- Data for this exercise -
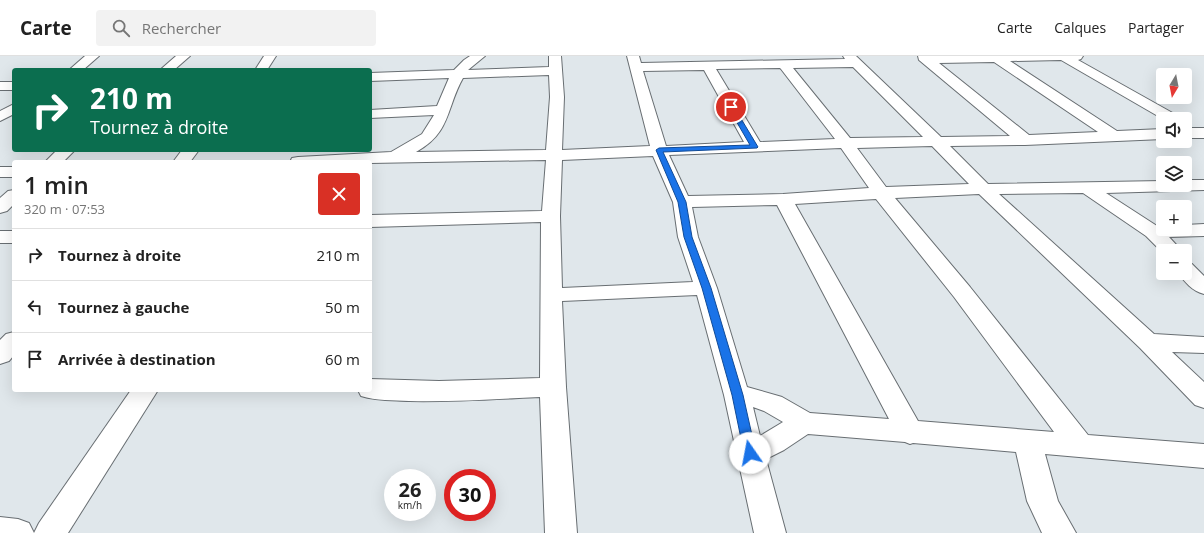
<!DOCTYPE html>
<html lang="fr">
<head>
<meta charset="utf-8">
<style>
  :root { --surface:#fff; --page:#f2f2f2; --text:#222; --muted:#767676; --line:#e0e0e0 }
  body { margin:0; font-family:"Open Sans",sans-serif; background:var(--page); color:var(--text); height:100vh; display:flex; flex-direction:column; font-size:15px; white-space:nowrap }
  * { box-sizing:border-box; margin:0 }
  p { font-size:13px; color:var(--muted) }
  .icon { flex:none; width:22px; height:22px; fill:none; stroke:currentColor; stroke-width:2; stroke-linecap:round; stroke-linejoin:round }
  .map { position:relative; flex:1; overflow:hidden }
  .panel { position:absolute; left:12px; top:104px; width:360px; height:232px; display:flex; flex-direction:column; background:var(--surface); border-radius:4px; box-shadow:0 4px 16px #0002 }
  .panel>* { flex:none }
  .hud { position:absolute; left:12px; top:12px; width:360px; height:84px; border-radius:4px; box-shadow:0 4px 16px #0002; background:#0b6e4f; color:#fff; overflow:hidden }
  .needle { width:26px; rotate:190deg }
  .buttons { position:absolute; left:1156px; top:12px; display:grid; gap:8px }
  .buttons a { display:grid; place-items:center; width:36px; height:36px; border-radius:4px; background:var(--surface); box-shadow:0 4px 16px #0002; font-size:20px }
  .speed { position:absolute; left:384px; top:413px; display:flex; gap:8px; font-size:20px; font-weight:700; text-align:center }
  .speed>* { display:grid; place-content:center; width:52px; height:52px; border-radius:50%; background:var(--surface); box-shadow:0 4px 16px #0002; line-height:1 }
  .speed small { font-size:10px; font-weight:400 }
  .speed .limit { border:6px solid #d22; background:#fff; color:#111 }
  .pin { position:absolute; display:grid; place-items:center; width:34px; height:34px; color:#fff; margin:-17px; border:2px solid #fff; border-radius:50%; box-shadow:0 1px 4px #0007 }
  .me { position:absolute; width:44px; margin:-22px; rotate:348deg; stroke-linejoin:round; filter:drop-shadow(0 0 3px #0008) }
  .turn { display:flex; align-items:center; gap:14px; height:84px; padding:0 12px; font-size:18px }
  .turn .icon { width:52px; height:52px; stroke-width:2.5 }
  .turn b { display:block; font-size:28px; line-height:34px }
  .round { display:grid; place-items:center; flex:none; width:42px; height:42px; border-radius:4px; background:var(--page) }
  .headline { display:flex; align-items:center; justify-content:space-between; height:68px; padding:0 12px }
  h1 { font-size:24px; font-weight:600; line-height:30px }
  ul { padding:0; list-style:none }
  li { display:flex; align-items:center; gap:12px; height:52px; padding:0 12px; border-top:1px solid var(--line) }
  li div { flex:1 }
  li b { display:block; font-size:15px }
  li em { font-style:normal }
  header { display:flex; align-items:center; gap:24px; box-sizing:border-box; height:56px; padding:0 20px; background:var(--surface); border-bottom:1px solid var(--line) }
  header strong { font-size:19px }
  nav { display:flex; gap:22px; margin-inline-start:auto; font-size:14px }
  .search { width:280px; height:36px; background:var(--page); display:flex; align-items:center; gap:10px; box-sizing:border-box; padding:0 14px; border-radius:4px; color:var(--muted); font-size:15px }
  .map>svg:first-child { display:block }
</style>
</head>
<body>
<header>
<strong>Carte</strong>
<div class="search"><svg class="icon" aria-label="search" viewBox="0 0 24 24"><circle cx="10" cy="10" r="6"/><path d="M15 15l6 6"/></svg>Rechercher</div>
<nav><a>Carte</a><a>Calques</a><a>Partager</a></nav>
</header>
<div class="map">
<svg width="1204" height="477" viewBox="0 0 1204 477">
  <rect width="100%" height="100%" fill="#e0e7eb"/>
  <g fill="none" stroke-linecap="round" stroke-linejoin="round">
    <defs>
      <g id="minor">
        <polygon points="85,0 99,0 83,14 69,14"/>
        <polygon points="176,0 190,0 174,14 160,14"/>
        <polygon points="264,0 276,0 267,14 255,14"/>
        <path d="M470,0H485L468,14L549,11V0H561L564,41L562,94L650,90L627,0H639L641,7L845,3L843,0H856L941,81L1010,80L919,4L918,0H1083L1081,3L1078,4L1178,60L1180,63H1163L1061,4L1010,5L1117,75L1163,73V83L1025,89L950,90L988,128L1163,125V129H1185V124H1204V134L1106,137L1157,170H1163V173H1185V169L1204,168V180L1169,181L1182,195H1163V197L1146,180L1083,137L999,138L1154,278L1204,281V297L1172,296L1204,326V352L1195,349L1140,292L979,138L895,142L970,231L1088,379L1204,388V412L1045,398L1058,445L1076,477H1042L1027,445L1016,396L913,387L910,388L905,386L808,378L784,394L766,403L786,477H754L724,339L697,239L562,245L566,331L577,477H545L540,341C497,343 453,346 409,345C393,344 376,345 361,340L358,334H370V323L439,325L540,322L541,166L370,171V159L542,155L546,104L370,107L290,106L292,102L298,101L391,96L422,78L434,59L370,62V54L437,50L449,22L370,25V17L454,14L464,4ZM994,6L1098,76L1029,79L939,7ZM853,11L923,81L850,82L793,12ZM780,12L781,13L835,83L760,86L716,13ZM704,14L744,86L666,90L643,15ZM549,19L550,41L546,94L416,96C451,77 446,52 463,22ZM932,90L969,128L886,131L857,92ZM841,92L869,132L783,138L688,140L669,99ZM653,100L673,146L678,181L693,226L562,232L560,160L562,104ZM876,143L954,241L1054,376L918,365L795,148ZM777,149L889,363L810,357L782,341L747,331L717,232L698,181L692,151ZM753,351L764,355L783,366L760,380Z"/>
        <rect x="0" y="26" width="14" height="8"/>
        <polygon points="14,48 14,58 0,65 0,55"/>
        <rect x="1185" y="72" width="19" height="10"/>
        <polygon points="57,94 75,94 63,106 45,106"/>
        <polygon points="182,94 199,94 190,106 173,106"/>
        <rect x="0" y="111" width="14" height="10"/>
        <polygon points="14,134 14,148 7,155 0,157 0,142 8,135"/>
        <rect x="0" y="175" width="14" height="12"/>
        <path d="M1185,206L1192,208L1204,220V238C1192,235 1185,226 1178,217H1185Z"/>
        <polygon points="14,276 14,299 9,305 0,308 0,284 6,278"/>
        <polygon points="131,334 158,334 68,477 34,477 39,467"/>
        <polygon points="0,461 18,463 29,467 34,477 0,477"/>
      </g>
    </defs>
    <use href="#minor" stroke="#686e72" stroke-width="2"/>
    <use href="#minor" fill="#fff" fill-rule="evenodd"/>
  </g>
  <polygon fill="#1a73e8" stroke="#114b97" points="729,49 734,51 758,91 757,92 663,96 686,146 692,181 711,232 743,339 756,397 754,401 750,402 746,401 744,397 732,339 702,232 684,181 678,146 656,94 659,92 750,89 728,51"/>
</svg>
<div class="buttons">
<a><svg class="needle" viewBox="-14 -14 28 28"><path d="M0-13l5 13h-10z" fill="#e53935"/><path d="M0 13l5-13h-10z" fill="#767676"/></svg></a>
<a><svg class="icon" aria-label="sound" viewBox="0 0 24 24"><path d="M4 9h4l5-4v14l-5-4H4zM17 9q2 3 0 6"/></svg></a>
<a><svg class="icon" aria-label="layers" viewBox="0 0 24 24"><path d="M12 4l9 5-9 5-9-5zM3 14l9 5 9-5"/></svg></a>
<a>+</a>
<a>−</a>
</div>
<div class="speed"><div>26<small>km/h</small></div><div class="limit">30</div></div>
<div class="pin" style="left:731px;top:51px;background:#d93025"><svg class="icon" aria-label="arrive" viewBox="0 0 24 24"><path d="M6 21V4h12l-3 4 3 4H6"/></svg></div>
<svg class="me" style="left:750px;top:397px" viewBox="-20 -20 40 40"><circle r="19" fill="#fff"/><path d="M0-13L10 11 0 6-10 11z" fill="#1a73e8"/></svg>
<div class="hud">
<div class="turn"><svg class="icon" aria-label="right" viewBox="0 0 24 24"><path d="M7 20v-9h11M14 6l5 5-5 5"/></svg><div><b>210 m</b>Tournez à droite</div></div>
</div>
<section class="panel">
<div class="headline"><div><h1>1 min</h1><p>320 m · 07:53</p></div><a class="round" style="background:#d93025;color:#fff"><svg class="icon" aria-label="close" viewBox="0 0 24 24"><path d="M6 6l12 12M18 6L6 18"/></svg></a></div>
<ul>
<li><svg class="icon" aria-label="right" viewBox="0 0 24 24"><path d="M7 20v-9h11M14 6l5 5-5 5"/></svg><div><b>Tournez à droite</b></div><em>210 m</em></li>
<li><svg class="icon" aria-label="left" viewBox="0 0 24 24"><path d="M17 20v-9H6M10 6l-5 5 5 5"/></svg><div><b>Tournez à gauche</b></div><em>50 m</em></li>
<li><svg class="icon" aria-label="arrive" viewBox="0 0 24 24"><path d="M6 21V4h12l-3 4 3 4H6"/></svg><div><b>Arrivée à destination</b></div><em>60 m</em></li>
</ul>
</section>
</div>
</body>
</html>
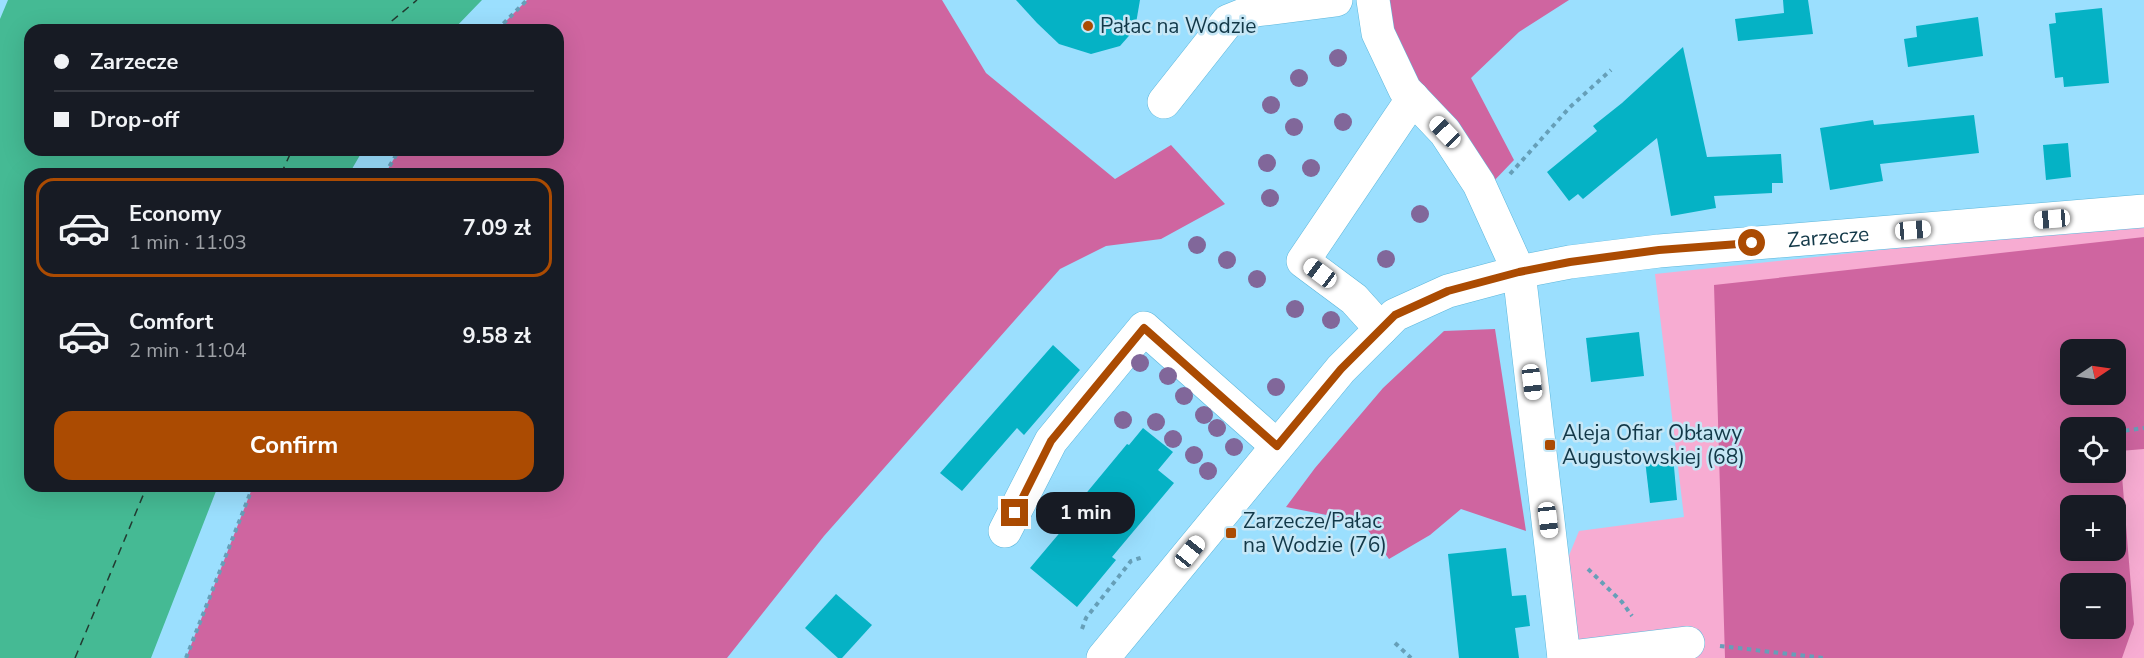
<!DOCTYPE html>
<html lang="en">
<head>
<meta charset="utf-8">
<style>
	:root { --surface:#171b24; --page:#242831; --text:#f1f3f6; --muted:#9ea1a6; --line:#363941; --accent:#ab4b02 }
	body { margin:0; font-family:"Nunito Sans",sans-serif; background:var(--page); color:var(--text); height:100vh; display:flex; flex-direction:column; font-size:22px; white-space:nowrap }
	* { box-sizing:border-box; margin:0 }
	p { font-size:20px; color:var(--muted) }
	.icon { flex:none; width:33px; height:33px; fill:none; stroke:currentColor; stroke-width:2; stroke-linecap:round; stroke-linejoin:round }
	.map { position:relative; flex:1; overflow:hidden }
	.sheet { position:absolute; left:24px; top:168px; width:540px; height:324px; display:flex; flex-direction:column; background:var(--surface); border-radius:18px; box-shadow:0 6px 24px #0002 }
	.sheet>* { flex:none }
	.top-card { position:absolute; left:24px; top:24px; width:540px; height:132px; border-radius:18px; box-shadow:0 6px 24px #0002; display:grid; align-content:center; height:132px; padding:0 30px; background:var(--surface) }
	.needle { width:39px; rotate:77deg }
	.tools { position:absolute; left:2060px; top:339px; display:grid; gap:12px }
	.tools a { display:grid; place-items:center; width:66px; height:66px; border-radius:12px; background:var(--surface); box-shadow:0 6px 24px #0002; font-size:30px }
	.end { position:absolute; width:27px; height:27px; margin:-14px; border:8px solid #ab4b02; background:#fff; box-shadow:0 0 0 3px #fff }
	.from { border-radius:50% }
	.bubble { position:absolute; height:42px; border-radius:18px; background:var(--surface); box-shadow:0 6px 24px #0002; font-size:20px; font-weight:700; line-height:42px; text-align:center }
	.car { position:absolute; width:18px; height:36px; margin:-18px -9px; border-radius:8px; box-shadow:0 0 4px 2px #0007; background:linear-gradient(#fff 24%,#345 0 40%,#fff 0 76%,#345 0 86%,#fff 0) }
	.top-card b { display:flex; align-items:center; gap:21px; height:57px; font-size:22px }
	.top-card b+b { border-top:2px solid var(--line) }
	.top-card i { width:15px; height:15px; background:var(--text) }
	ul { padding:10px 0 0; list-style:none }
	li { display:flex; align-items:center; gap:18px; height:99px; margin:0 12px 9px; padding:0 18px; border:3px solid transparent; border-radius:18px }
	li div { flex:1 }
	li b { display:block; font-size:22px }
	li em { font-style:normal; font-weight:700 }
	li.active { border-color:var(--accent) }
	li>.icon { width:54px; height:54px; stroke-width:1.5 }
	.action { display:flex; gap:12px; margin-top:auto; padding:12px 30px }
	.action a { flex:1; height:69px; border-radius:18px; background:var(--accent); color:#fff; font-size:24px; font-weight:700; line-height:69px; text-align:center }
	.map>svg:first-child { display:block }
	.green { fill:#f7acd2; fill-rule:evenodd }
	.forest { fill:#cf65a0; fill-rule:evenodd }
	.water { fill:#45ba94 }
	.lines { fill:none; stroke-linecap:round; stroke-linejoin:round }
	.ferry { stroke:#223b31; stroke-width:1.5; stroke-dasharray:8 6; stroke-linecap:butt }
	.building { fill:#05b2c5 }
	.minor-casing { stroke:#5cb6db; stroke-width:34 }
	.path { stroke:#669fb8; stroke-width:4; stroke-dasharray:4.5 4.5; stroke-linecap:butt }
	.minor { stroke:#fff; stroke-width:33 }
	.tree { fill:#81679a }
	.route { stroke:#ab4b02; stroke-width:8 }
	.poi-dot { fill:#ab4b02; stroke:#c6e7f6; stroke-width:2 }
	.labels { text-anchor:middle; stroke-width:5; stroke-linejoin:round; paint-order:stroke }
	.poi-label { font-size:21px; fill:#123848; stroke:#c6e7f6; text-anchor:start }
	.street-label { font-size:21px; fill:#123848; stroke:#c6e7f6 }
</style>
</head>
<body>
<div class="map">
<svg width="2144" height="658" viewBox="0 0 2144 658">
	<rect width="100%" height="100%" fill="#9bdffe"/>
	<!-- green -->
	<path class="green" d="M 2144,222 L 2144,658 L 1579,658 L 1568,558 L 1579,531 L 1684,517 L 1655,274 ZM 2070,350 L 2115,350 L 2115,394 L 2070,394 ZM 2070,428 L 2115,428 L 2115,472 L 2070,472 ZM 2070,506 L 2115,506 L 2115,550 L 2070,550 ZM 2070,584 L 2115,584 L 2115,628 L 2070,628 Z"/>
	<!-- forest -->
	<g class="forest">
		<polygon points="527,0 942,0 986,73 1115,179 1171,145 1225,204 1161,239 1106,246 1060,269 824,536 727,658 186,658 253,486 558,486 558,174 385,174 399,150 558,150 558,30 497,30"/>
		<polygon points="1387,0 1569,0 1519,32 1471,78 1514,160 1490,185 1403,71"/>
		<path d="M 2144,237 L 2144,449 L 2120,451 L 2134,624 L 2122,658 L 1725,658 L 1714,285 ZM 2070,350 L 2115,350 L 2115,394 L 2070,394 ZM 2070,428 L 2115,428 L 2115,472 L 2070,472 ZM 2070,506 L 2115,506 L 2115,550 L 2070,550 ZM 2070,584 L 2115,584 L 2115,628 L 2070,628 Z"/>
		<polygon points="1495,329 1526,531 1461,509 1430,535 1389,559 1362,522 1286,507 1315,468 1383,388 1444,331"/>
	</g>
	<!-- water -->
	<polygon class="water" points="8,0 482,0 453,30 30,30 30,150 363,150 349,174 30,174 30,486 218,486 151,658 0,658 0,19"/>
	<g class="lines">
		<!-- ferry -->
		<g class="ferry">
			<polyline points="381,30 417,0"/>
			<polyline points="281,174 292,150"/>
			<polyline points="75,658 147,486"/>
		</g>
	</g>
	<!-- building -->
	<g class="building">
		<polygon points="1016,0 1140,0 1135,29 1120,46 1091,54 1059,44 1037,23"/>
		<polygon points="1783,0 1808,0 1813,34 1738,41 1735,19 1784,13"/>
		<polygon points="2102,8 2109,83 2064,87 2063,77 2055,78 2049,24 2056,23 2055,13"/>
		<polygon points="1978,17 1983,56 1908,67 1904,39 1917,37 1916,26"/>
		<polygon points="1683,47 1707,157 1781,154 1783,183 1772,183 1772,193 1714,196 1716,208 1671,216 1657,138 1583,199 1578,194 1569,201 1547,172 1597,131 1593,126 1622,103"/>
		<polygon points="1974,115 1979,153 1880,164 1883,181 1830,190 1820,128 1873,120 1874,125"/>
		<polygon points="2068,143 2071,177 2046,180 2043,145"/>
		<polygon points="1639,332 1644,376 1591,382 1586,338"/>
		<polygon points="1053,345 1080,370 1024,435 1017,428 962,491 940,473"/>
		<polygon points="1143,428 1173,452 1158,470 1174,483 1112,557 1116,560 1077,607 1030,568 1068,523 1064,520 1127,444 1129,445"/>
		<polygon points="1673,456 1677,500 1650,503 1645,460"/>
		<polygon points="1506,548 1512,596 1526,595 1530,626 1515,628 1519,658 1459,658 1448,554"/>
		<polygon points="836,594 872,625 842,658 838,658 805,628"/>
	</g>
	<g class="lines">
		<defs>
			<g id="minor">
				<polyline points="1373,0 1378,33 1405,90 1445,132 1479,184 1519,272 1564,658"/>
				<polyline points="1164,102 1228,21 1256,10 1336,0"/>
				<polyline points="1381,329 1354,299 1303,261 1413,98"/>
				<polyline points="1005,531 1051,441 1144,328 1277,446"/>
				<path id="s1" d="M 1103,658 L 1341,369 L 1395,315 L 1448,291 L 1519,272 L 1570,262 L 1659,251 L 2144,211"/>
				<polyline points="1564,658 1688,643"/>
			</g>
		</defs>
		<!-- minor casing -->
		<use href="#minor" class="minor-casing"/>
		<!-- path -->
		<g class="path">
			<polyline points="497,30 527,0"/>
			<polyline points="385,174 399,150"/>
			<polyline points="1510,174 1570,107 1611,70"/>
			<polyline points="2116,432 2144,428"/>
			<polyline points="1588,569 1622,602 1632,616"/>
			<polyline points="1082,629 1086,618 1131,561 1143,557"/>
			<polyline points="1395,643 1411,658"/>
			<polyline points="1720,646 1824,658"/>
			<polyline points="186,658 253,486"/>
		</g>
		<!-- minor -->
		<use href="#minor" class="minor"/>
	</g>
	<!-- trees -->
	<g class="tree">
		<circle cx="1338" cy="58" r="9"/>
		<circle cx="1299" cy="78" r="9"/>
		<circle cx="1271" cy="105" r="9"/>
		<circle cx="1343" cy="122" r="9"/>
		<circle cx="1294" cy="127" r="9"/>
		<circle cx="1267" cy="163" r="9"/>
		<circle cx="1311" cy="168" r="9"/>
		<circle cx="1270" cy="198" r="9"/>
		<circle cx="1420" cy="214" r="9"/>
		<circle cx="1197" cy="245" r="9"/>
		<circle cx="1386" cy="259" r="9"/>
		<circle cx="1227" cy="260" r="9"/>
		<circle cx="1257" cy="279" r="9"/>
		<circle cx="1295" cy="309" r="9"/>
		<circle cx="1331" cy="320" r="9"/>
		<circle cx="1140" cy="363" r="9"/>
		<circle cx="1168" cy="376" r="9"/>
		<circle cx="1276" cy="387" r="9"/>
		<circle cx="1184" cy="396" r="9"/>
		<circle cx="1204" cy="415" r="9"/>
		<circle cx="1123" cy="420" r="9"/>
		<circle cx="1156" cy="422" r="9"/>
		<circle cx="1217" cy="428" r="9"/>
		<circle cx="1173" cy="439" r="9"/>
		<circle cx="1234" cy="447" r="9"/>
		<circle cx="1194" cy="455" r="9"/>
		<circle cx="1208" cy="471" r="9"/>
	</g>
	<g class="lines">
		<!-- route -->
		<polyline class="route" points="1015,513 1051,441 1144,328 1277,446 1341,369 1395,315 1448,291 1519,272 1570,262 1659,250 1752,243"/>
	</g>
	<!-- markers -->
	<g class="poi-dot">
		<circle cx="1088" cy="26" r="6"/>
		<rect x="1544" y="439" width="12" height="12" rx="3"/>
		<rect x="1225" y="527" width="12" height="12" rx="3"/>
	</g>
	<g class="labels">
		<!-- poi labels -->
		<g class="poi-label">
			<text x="1100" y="33">Pałac na Wodzie</text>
			<text x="1562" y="440">Aleja Ofiar Obławy<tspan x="1562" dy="24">Augustowskiej (68)</tspan></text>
			<text x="1243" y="528">Zarzecze/Pałac<tspan x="1243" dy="24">na Wodzie (76)</tspan></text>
		</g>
		<!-- street labels -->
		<g class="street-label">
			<text dy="7" stroke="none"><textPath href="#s1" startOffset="894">Zarzecze</textPath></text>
		</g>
	</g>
</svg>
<div class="tools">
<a><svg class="needle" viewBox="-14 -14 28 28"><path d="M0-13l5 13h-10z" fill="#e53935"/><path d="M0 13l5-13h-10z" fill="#9ea1a6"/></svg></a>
<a><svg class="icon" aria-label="locate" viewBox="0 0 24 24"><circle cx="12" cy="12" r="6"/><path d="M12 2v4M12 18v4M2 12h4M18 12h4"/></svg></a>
<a>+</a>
<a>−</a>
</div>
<i class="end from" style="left:1752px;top:243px"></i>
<i class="end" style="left:1015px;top:513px"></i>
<div class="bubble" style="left:1036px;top:492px;width:99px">1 min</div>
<i class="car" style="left:1445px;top:132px;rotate:316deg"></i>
<i class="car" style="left:2052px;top:219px;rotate:265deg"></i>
<i class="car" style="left:1913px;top:230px;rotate:85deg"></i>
<i class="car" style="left:1320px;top:273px;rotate:307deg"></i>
<i class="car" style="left:1532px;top:382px;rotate:173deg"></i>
<i class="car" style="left:1548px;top:520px;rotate:173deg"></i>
<i class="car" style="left:1190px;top:552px;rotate:39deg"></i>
<div class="top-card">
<b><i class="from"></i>Zarzecze</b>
<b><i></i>Drop-off</b>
</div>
<section class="sheet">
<ul>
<li class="active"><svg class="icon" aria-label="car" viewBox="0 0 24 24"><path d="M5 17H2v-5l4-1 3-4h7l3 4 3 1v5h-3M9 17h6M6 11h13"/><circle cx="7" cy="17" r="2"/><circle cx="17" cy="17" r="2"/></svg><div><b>Economy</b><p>1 min · 11:03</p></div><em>7.09 zł</em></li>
<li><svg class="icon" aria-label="car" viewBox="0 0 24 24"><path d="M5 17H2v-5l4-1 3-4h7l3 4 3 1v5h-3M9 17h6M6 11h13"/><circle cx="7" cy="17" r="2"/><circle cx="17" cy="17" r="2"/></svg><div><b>Comfort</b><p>2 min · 11:04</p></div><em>9.58 zł</em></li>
</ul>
<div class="action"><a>Confirm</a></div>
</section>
</div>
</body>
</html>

- Brief -
Set down only the lines above that fall between the line holding "position:absolute; width:44px; margin:-22px;" and the line holding "display:block; font-size:28px; line-height:34px", inclusive, keeping each exact.

- Written solution -
  .me { position:absolute; width:44px; margin:-22px; rotate:348deg; stroke-linejoin:round; filter:drop-shadow(0 0 3px #0008) }
  .turn { display:flex; align-items:center; gap:14px; height:84px; padding:0 12px; font-size:18px }
  .turn .icon { width:52px; height:52px; stroke-width:2.5 }
  .turn b { display:block; font-size:28px; line-height:34px }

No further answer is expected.